PREMIER POINT : LA QUESTION DE L’OBLIGATION DU CELIBAT EN ELLE-MEME :
Le célibat sacerdotal n’est pas un dogme mais une question de discipline. Cela ne signifie pas qu’il faille nécessairement abandonner l’obligation du célibat, il s’agit d’analyser la question en ayant pris en compte TOUS les aspects du problème.
Dans l’absolu, l’ordination d’hommes mariés pourrait certainement apporter des solutions d’appoints dans un certain nombre de situations particulières, à condition que toutes les conditions soient réunies (en particulier, le problème de la formation au sacerdoce). Cependant, c’est une erreur de considérer cette solution comme capable de régler le problème de la crise des vocations, qui est d’abord un problème de foi : les communautés protestantes connaissent en effet la même désaffectation et la même crise, alors même que le célibat n’existe pas. En outre, abandonner l’obligation du célibat entraînerait une foule de problèmes ayant potentiellement des conséquences graves, comme l’a démontré un article paru dans La Vie, publication peu suspecte d’intégrisme (http://www.lavie.fr/culture/livres/le-celibat-des-pretres-stop-ou-encore-12-09-2014-56072_30.php). Curieusement, les partisans de l’abrogation du célibat n’évoquent jamais ces "effets secondaires", preuve d’une forme de malhonnêteté intellectuelle cachant certainement des intentions peut-être inavouables, pour l’instant.

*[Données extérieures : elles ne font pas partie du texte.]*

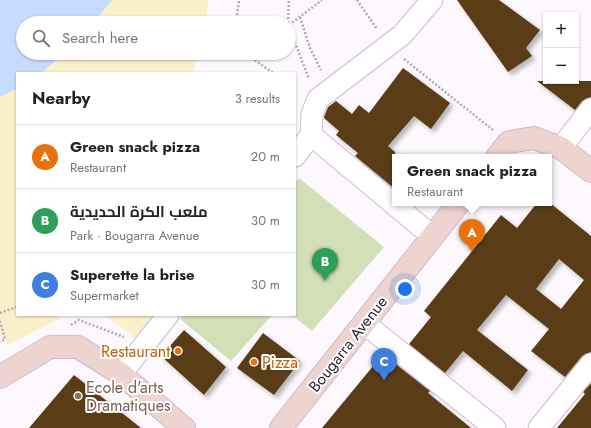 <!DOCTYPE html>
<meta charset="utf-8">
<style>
:root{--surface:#fff;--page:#f2f2f2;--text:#222;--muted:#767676;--line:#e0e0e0;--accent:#38708a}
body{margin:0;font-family:Jost,Cairo,sans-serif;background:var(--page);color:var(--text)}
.controls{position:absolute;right:12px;top:12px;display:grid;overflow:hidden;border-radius:0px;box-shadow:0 1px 3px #0004}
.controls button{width:36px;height:36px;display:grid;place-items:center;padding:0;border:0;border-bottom:1px solid var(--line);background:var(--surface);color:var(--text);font:20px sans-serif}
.you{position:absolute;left:405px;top:289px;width:14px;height:14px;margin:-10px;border:3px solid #fff;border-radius:50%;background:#1a73e8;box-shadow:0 0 0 6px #1a73e833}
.badge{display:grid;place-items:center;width:26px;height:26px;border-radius:50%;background:var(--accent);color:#fff;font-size:13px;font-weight:700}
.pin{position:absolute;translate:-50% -33px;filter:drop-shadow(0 1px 2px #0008)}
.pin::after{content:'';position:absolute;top:21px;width:14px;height:12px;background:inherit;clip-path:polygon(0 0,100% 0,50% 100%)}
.popup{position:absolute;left:392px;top:154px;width:160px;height:52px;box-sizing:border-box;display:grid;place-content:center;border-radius:0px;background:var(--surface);filter:drop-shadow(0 1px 3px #0005);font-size:13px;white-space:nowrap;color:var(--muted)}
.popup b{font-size:15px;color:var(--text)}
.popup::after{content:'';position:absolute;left:50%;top:100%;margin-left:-8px;border:8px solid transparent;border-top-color:var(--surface)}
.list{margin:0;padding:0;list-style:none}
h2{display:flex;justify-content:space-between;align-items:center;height:52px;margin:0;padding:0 16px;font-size:17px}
h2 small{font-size:13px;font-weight:400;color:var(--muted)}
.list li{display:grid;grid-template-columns:26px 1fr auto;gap:12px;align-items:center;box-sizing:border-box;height:64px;padding:0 16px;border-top:1px solid var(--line)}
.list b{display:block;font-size:15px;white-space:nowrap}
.list p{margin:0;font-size:13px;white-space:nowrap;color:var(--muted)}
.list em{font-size:13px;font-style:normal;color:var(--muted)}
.icon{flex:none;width:22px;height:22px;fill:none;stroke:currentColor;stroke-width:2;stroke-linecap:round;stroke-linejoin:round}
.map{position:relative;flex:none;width:591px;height:428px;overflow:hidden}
.search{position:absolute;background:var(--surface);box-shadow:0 1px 3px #0004;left:16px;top:16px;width:280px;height:44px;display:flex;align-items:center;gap:10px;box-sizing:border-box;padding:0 14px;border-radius:22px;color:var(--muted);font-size:15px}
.panel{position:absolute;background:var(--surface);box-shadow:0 1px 3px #0004;left:16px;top:72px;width:280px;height:244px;border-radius:0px}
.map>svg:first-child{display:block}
</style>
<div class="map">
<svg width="591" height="428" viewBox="0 0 591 428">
<defs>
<filter id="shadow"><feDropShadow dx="3.5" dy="3.5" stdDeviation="2" flood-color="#0004"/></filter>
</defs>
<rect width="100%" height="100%" fill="#fcf8fd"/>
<path fill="#d3e0b7" d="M 299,178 L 384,247 L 312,331 L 292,315 L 295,315 L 295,182 Z
M 183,315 L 272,315 L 231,361 L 180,319 Z"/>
<path fill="#faf0ca" d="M 112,0 L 209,0 L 205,23 L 93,23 Z
M 65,53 L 199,53 L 192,73 L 41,73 Z
M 17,89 L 17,315 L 57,315 L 59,319 L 8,345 L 3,335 L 0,336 L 0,97 Z
M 105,315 L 154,315 L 135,338 Z"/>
<path fill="#c6dbfd" d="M 0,0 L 112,0 L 93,23 L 23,23 L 23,53 L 65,53 L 41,73 L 17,73 L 17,89 L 0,97 Z"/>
<path fill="#5a3d13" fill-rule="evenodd" filter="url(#shadow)" d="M 457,0 L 499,0 L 540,30 L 526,48 L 532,56 L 508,72 Z
M 403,68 L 450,103 L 431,129 L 414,116 L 388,146 L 395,152 L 395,189 L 355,156 L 358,153 L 336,135 L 339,131 L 324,118 L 324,117 L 328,107 L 336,101 L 352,114 L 359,105 L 369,113 Z
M 537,81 L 591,81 L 591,97 L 582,101 L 575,110 Z
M 537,203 L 550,203 L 591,236 L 591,352 L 582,356 L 565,377 L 531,351 L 549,329 L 506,295 L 477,330 L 528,370 L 512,391 L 463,351 L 445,373 L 409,344 L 431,317 L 424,311 L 501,215 L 517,228 ZM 559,259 L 584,280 L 561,309 L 536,289 Z
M 184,330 L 226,367 L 204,395 L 161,356 Z
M 263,333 L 300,361 L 274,395 L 237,368 Z
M 383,354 L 430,391 L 428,393 L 471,428 L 322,428 Z
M 74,375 L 141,428 L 29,428 Z
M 591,383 L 591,428 L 557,428 L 585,394 L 583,392 Z"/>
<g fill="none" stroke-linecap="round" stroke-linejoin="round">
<defs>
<path id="street" d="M 311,135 L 312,114 L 318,99 L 402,35 L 432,0
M 561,148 L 591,109
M 295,156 L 311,135 L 432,236
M 364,323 L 495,428
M 121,374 L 168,315
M 539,428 L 591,364"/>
<path id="secondary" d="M 497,157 L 509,142 L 534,138 L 561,148 L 591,171
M 0,377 L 50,347 L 78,347 L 121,374 L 184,428
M 281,428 L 459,203"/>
</defs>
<use href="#street" stroke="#cebad2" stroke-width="23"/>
<use href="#secondary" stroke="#cebad2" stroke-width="24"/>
<path stroke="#b0abb1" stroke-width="2.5" stroke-dasharray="2 2" stroke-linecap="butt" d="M 357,0 L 377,29
M 300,17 L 310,48 L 321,70
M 236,23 L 239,0
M 288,23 L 289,0
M 289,25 L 322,0
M 289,27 L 309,79
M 245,53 L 273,73
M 404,59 L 493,130
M 0,313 L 17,307
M 0,321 L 5,339 L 0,342
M 71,325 L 79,320 L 124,337"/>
<use href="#street" stroke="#fff" stroke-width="21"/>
<use href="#secondary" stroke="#eed4ce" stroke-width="22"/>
</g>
<g fill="#e8710a" stroke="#fff" stroke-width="1.5">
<circle cx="178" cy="351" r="4"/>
<circle cx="254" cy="362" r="4"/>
</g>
<circle fill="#8d6e63" stroke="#fff" stroke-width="1.5" cx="78" cy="396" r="4"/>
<g text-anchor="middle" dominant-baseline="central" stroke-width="4" stroke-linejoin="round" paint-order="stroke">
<g font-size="16" fill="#2d262f" stroke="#fff">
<text transform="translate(348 344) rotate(-52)">Bougarra Avenue</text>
</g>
<g font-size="16" fill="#c56008" stroke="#fff" text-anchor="end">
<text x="170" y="351">Restaurant</text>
<text x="262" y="362" text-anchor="start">Pizza</text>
</g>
<g font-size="16" fill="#785e54" stroke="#fff" text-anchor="start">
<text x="86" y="387">Ecole d'arts<tspan x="86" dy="18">Dramatiques</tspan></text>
</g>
</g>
</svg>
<div class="controls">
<button>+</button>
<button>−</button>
</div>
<div class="you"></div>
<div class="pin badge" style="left:472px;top:252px;background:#e8710a">A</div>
<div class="popup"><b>Green snack pizza</b>Restaurant</div>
<div class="pin badge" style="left:325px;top:281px;background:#2e9e5b">B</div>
<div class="pin badge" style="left:384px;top:381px;background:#3f7fe0">C</div>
<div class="search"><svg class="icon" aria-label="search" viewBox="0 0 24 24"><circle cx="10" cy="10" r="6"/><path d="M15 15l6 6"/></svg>Search here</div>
<section class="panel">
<h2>Nearby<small>3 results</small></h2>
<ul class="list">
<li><span class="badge" style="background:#e8710a">A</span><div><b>Green snack pizza</b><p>Restaurant</p></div><em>20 m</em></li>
<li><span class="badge" style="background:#2e9e5b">B</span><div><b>ملعب الكرة الحديدية</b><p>Park · Bougarra Avenue</p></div><em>30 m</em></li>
<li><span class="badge" style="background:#3f7fe0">C</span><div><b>Superette la brise</b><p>Supermarket</p></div><em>30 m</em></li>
</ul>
</section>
</div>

DEUXIEME POINT : LE PROBLEME DU CONTEXTE ET DES INTENTIONS.
On l’a vu, l’ordination d’hommes mariés ne peut être repoussée dans l’absolu. Mais en pratique, le contexte actuel montre qu’il serait pour le moins imprudent de faire une telle réforme : la crise du sacerdoce (déficiences de la formation théologique, inexistence de toute formation liturgique digne de ce nom, sècheresse spirituelle) serait alors couplée d’un coup à la crise de la famille (multiples remises en cause du sacrement du mariage traditionnel). En outre, il est étrange de constater que ceux qui prônent l’abolition de l’obligation au célibat sont en même temps ceux qui souhaitent de manière plus ou moins avouée la disparition du sacerdoce ministériel tel qu’il est définit, en Orient comme en Occident, par la Tradition la plus ancienne. Tout cela permet d’affirmer qu’il s’agit en réalité d’un faux problème, instrumentalisé par ceux qui pensent que l’Eglise telle qu’elle se vit et se comprend depuis 2000 ans doit disparaître, et être remplacée par une sorte de néo-protestantisme ultra-libéral dont même les premiers réformateurs protestants n’auraient pas voulu...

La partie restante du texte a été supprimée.